Talvez a pior das (não)emoções seja a desesperança.
Pior no sentido de que ela te leva para um estado de sanidade tão grande, que é quase insuportável.

Começo a ver no teatro (e o vejo como uma casa que abriga todo o resto das coisas com as quais já me envolvi artisticamente - dança, música, performance e design) um caminho para uma espécie de verdade, mas não é esse o nome. Algum tipo de conexão profunda com a minha própria verdade e desejo de entrega a algo indescritivelmente amplo, obscuro e ao mesmo tempo iluminado.

Te escrevo porque me senti afundar. Senti que estava indo, indo, indo...
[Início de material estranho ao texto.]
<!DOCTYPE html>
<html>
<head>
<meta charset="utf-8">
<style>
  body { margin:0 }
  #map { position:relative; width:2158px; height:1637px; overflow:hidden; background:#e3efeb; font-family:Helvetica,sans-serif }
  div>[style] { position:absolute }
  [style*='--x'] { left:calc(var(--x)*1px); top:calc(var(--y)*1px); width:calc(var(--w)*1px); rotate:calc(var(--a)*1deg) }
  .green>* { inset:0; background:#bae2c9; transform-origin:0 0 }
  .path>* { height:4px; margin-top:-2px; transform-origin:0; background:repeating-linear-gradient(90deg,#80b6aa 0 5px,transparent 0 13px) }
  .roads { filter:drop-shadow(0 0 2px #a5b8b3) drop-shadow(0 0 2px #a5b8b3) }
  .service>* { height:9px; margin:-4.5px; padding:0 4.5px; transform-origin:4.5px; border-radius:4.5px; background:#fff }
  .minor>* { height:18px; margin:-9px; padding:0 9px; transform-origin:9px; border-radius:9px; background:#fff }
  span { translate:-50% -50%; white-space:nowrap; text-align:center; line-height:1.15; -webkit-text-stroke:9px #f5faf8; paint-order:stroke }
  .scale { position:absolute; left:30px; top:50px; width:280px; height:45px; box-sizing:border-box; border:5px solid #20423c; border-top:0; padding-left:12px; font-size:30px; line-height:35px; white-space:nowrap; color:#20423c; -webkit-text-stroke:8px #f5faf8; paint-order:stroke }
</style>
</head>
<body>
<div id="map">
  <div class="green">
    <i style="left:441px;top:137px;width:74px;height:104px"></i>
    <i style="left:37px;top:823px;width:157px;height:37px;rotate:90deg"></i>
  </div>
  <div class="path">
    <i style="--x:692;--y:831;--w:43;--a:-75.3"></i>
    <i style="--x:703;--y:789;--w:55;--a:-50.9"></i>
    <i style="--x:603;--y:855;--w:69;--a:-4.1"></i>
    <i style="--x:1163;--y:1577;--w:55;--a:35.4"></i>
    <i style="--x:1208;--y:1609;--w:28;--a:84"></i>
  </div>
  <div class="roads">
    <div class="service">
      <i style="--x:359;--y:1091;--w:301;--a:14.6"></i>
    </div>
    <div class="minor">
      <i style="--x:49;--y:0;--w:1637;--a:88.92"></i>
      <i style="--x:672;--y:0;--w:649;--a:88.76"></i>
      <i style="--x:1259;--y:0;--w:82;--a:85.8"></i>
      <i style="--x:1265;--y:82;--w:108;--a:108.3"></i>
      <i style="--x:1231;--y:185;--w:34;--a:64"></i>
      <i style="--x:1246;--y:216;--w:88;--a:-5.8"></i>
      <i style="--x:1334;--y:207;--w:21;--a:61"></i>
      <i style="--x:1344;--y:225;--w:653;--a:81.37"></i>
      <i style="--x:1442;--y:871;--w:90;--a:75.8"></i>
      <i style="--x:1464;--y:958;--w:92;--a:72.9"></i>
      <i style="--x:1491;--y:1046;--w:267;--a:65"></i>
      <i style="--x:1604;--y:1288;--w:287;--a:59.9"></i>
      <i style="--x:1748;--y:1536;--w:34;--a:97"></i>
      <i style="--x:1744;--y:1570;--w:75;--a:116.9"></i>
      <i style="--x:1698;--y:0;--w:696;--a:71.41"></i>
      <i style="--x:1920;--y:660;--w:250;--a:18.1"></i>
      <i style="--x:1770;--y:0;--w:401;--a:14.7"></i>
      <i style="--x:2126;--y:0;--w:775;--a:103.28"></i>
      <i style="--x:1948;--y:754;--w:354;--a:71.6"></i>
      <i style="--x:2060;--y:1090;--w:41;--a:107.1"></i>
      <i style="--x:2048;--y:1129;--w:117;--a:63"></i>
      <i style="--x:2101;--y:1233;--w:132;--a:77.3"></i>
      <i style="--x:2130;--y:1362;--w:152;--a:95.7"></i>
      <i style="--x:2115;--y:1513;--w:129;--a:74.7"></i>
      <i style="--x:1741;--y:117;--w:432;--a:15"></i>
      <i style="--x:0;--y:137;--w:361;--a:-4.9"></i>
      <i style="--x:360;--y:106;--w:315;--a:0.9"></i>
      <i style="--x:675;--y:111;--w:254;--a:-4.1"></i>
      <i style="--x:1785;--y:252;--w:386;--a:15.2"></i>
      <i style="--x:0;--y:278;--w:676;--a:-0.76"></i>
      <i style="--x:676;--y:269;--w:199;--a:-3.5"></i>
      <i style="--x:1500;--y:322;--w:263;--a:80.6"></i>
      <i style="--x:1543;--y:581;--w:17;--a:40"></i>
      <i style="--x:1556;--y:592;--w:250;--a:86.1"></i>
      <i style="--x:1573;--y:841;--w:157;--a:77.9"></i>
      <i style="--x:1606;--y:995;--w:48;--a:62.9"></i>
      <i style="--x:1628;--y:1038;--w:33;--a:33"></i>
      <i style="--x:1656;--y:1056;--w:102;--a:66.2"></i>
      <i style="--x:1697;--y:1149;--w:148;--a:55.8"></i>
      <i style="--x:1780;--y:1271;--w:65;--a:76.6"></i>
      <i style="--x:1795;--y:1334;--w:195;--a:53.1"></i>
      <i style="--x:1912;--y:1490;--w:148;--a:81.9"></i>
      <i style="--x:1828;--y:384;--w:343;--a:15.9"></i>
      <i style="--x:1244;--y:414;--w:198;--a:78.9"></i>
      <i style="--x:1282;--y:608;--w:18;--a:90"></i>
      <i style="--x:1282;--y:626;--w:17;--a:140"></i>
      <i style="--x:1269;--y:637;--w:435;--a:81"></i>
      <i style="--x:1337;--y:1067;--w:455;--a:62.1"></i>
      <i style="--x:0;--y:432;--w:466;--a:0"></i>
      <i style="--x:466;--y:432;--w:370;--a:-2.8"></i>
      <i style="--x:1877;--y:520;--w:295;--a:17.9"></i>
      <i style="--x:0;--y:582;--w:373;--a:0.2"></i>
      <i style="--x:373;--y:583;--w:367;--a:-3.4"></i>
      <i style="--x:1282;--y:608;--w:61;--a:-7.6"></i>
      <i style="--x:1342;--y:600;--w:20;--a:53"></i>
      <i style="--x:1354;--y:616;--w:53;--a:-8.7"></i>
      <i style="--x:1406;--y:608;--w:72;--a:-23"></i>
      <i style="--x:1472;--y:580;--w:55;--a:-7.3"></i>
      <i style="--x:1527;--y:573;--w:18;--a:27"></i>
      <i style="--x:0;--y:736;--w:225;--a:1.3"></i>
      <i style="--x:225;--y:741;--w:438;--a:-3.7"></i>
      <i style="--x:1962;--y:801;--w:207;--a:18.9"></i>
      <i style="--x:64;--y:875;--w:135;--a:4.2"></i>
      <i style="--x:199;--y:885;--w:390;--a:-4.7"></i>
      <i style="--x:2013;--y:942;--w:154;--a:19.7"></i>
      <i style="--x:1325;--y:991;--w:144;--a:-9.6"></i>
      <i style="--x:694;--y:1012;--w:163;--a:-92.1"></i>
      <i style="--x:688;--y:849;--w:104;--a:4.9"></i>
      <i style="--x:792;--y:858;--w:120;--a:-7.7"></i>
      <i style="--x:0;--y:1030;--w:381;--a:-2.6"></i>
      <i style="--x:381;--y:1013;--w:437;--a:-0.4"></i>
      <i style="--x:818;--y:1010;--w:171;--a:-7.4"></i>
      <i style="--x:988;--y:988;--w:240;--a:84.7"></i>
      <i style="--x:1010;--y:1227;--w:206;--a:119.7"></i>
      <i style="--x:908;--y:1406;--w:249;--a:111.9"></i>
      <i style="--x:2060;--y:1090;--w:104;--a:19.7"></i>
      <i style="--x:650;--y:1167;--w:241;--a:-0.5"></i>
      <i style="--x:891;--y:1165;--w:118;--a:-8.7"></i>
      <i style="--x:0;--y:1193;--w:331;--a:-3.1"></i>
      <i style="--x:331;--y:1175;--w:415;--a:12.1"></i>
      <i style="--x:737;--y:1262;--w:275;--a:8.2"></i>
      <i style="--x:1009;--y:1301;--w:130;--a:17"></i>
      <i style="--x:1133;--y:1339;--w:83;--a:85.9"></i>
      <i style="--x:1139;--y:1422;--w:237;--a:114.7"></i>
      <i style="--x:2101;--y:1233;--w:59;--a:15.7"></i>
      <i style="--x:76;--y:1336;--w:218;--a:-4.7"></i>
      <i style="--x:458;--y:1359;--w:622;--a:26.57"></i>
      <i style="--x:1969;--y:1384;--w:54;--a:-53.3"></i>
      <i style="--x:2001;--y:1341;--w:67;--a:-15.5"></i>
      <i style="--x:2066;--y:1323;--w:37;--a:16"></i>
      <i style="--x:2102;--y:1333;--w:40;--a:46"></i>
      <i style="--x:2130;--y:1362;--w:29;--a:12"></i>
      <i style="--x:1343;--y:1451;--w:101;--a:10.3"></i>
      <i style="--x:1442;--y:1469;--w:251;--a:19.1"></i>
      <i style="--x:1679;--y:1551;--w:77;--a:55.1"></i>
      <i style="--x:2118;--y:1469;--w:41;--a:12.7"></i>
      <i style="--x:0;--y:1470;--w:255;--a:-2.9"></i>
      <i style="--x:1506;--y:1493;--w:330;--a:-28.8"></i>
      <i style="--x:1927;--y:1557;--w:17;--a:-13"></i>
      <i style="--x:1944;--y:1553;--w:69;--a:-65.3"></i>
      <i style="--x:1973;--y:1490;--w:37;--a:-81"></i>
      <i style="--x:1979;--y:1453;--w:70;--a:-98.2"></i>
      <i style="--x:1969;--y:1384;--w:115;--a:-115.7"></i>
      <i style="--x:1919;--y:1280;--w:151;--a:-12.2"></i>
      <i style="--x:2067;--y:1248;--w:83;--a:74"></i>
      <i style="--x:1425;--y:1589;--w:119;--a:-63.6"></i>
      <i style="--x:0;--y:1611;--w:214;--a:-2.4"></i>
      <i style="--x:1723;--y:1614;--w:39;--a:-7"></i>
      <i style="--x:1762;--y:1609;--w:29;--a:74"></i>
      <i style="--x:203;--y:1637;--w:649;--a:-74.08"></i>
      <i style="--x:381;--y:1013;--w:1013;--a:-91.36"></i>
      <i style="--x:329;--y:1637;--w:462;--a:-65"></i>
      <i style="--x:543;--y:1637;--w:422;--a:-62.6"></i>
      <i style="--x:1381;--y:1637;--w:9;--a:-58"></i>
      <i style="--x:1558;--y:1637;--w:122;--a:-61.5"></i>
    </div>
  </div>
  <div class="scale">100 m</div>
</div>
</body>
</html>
À minha volta abriu-se um poço e precisei me agarrar em algo que me trouxesse de volta à superfície. Me veio sua lembrança, talvez como uma bússola, talvez como mais uma ilusão de inexistente âncora.
Te escrevo porque és com quem mais tenho intimidade sobre esses assuntos, embora nunca tenhamos compartilhado o mesmo tempo-espaço.
Já falei isso, eu sei.
Repito porque é tamanha a contradição.